Stored data entries:
>>>

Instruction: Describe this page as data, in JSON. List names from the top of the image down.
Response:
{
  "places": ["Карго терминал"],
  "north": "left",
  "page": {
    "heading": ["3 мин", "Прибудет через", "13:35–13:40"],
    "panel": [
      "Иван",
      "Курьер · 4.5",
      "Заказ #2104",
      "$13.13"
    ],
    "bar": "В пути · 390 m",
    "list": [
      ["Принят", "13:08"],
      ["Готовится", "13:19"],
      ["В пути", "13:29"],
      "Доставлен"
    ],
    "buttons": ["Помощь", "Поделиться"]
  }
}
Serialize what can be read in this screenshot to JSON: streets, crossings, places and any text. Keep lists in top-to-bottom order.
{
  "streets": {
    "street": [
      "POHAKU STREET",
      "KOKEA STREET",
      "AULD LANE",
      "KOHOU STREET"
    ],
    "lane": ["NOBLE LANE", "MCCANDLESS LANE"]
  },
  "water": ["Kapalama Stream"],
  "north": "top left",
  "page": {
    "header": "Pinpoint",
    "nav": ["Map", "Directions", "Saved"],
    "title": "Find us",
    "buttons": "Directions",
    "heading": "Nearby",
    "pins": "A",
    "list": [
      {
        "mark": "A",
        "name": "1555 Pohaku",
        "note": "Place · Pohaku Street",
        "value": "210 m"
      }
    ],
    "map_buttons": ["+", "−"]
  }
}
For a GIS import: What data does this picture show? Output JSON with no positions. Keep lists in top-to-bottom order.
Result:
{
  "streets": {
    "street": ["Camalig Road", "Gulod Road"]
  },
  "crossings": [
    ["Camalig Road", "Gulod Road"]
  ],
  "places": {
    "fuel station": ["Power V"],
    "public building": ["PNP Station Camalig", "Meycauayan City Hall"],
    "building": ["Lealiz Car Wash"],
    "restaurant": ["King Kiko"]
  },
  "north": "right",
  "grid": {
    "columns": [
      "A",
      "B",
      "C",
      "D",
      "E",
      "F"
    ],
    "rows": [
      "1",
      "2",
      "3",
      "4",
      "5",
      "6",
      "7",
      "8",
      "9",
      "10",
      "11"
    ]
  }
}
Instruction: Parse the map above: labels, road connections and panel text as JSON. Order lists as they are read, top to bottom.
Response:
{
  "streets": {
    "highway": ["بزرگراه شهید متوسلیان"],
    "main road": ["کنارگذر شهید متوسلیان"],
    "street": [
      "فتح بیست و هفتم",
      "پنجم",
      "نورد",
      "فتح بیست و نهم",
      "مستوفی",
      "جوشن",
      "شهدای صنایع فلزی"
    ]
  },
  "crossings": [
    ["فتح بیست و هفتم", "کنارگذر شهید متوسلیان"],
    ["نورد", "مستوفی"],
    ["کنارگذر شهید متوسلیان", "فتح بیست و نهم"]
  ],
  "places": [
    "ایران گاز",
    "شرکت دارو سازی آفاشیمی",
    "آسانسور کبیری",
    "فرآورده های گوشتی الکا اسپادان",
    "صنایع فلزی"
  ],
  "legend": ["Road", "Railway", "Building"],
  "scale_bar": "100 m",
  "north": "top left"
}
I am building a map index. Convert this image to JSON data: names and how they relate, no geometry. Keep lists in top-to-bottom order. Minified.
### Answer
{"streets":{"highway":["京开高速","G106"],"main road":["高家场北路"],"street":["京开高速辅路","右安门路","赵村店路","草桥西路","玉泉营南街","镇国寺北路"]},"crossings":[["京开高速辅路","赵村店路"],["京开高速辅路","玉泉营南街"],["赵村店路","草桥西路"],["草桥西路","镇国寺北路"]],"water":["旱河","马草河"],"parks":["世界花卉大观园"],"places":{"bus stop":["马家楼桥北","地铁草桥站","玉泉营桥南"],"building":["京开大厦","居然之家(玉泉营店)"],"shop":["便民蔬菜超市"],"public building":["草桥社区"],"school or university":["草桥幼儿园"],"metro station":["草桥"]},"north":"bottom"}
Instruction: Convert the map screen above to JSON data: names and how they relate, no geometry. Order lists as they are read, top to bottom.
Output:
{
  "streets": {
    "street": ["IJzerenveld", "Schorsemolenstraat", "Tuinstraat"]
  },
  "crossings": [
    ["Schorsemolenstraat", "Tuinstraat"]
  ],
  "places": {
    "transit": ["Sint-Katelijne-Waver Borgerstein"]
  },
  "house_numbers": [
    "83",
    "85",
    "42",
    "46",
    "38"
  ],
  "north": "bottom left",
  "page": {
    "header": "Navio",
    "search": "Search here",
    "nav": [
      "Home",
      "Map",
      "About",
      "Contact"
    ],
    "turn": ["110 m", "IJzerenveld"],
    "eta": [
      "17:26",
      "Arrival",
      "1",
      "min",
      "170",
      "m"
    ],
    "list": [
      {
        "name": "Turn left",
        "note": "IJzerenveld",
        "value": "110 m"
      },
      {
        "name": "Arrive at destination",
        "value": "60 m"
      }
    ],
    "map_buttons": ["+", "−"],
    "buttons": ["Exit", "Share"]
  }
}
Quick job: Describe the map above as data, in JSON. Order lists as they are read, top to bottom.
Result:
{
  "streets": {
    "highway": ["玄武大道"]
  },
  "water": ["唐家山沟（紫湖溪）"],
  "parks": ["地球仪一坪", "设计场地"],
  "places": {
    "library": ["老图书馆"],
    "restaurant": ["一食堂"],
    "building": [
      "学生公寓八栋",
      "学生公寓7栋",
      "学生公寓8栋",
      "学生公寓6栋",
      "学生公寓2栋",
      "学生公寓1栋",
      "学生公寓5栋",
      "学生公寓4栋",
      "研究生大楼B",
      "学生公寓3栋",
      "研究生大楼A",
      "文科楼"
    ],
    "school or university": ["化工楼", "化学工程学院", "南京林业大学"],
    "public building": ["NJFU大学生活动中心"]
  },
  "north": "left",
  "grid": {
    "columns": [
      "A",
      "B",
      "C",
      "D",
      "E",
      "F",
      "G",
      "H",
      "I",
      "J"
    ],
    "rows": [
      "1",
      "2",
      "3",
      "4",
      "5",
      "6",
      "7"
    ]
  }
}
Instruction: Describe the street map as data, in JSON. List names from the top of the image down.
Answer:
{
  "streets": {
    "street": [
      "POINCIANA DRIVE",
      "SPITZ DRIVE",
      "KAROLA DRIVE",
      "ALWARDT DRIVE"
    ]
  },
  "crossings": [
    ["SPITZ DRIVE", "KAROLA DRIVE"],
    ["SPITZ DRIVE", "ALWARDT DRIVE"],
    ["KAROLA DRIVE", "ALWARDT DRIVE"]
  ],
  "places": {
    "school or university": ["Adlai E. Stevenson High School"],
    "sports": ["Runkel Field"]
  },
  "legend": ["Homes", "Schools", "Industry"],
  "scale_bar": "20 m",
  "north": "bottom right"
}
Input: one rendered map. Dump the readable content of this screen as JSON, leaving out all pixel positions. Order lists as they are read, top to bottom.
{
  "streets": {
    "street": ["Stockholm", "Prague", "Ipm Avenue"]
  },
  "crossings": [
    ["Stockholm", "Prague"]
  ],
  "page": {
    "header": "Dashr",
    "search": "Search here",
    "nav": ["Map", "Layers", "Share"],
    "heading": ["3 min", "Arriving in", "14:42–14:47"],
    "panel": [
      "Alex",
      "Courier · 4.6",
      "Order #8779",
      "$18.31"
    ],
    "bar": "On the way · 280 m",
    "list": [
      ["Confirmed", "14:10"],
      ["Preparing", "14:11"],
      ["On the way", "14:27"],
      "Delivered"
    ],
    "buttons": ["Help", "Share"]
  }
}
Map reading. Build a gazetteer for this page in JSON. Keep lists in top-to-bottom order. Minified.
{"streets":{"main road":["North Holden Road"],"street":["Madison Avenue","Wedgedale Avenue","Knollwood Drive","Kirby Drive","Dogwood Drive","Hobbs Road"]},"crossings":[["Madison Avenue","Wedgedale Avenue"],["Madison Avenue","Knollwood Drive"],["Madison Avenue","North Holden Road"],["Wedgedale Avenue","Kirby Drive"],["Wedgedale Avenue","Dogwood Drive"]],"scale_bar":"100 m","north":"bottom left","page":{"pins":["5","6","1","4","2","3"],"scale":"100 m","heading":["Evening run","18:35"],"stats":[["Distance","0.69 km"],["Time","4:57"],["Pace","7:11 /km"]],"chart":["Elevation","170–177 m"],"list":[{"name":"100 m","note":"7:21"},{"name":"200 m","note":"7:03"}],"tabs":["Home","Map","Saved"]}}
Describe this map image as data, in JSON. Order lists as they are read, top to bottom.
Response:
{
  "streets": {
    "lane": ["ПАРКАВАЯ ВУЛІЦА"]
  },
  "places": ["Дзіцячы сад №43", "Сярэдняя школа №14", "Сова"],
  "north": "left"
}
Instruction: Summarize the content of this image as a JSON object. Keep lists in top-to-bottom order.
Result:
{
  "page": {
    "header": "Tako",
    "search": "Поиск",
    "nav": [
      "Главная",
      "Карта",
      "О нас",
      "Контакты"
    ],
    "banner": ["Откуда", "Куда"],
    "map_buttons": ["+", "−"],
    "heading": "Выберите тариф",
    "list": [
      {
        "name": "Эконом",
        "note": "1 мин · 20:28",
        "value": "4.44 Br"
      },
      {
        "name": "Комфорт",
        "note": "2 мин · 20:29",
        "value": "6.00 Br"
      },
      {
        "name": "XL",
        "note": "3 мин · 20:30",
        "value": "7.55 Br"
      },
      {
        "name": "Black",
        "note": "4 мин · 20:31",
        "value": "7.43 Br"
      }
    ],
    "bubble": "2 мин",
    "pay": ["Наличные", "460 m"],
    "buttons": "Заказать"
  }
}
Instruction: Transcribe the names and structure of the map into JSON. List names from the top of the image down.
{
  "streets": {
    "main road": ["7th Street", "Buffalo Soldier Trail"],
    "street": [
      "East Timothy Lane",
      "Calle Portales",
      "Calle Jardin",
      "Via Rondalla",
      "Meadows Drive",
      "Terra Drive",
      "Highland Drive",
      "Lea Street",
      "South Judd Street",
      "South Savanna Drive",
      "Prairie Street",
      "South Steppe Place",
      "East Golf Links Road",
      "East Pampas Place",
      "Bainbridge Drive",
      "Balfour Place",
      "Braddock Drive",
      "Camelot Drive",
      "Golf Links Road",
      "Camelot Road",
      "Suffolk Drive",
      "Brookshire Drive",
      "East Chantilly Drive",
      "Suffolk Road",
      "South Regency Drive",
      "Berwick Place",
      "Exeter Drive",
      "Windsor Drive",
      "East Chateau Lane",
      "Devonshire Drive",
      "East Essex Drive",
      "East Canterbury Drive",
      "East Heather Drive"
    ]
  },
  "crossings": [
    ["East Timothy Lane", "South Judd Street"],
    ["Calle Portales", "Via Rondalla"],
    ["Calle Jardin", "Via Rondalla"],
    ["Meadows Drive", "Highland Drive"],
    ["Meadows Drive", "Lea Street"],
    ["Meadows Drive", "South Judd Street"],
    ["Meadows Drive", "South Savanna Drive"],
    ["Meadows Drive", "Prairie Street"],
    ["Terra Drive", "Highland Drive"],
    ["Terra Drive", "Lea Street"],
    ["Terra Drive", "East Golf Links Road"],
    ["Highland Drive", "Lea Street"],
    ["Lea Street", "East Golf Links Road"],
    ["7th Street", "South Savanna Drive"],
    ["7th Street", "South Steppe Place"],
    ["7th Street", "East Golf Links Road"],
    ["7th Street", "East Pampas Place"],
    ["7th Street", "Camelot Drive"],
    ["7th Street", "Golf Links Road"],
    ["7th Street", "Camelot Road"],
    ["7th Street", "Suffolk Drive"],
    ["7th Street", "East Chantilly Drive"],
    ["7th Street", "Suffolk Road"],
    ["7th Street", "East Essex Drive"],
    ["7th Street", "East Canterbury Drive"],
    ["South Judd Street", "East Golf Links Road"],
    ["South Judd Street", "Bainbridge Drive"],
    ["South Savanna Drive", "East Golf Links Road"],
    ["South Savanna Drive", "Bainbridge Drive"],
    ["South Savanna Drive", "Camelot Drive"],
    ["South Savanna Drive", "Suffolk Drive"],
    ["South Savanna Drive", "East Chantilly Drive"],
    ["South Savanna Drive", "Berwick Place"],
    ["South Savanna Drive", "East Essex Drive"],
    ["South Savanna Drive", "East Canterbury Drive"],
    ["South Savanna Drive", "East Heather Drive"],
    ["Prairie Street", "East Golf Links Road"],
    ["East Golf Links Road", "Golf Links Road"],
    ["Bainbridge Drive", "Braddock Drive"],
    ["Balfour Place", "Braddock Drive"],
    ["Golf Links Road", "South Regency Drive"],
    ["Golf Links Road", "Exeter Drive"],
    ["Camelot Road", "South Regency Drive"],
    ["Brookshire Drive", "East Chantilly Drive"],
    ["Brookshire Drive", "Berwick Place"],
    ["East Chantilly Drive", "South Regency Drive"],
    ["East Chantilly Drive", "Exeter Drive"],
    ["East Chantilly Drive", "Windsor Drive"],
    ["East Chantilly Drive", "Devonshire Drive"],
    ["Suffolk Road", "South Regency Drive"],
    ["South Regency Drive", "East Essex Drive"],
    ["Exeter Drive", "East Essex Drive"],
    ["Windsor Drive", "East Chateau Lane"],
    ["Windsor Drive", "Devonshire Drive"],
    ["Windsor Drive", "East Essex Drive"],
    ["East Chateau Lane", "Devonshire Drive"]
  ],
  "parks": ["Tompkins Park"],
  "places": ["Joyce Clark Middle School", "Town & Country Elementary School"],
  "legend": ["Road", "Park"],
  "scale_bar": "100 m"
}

<<<

*To do*: Among the records above, find each line containing the string "Share" and copy it.

*Task result*:
    "buttons": ["Exit", "Share"]
    "nav": ["Map", "Layers", "Share"],
    "buttons": ["Help", "Share"]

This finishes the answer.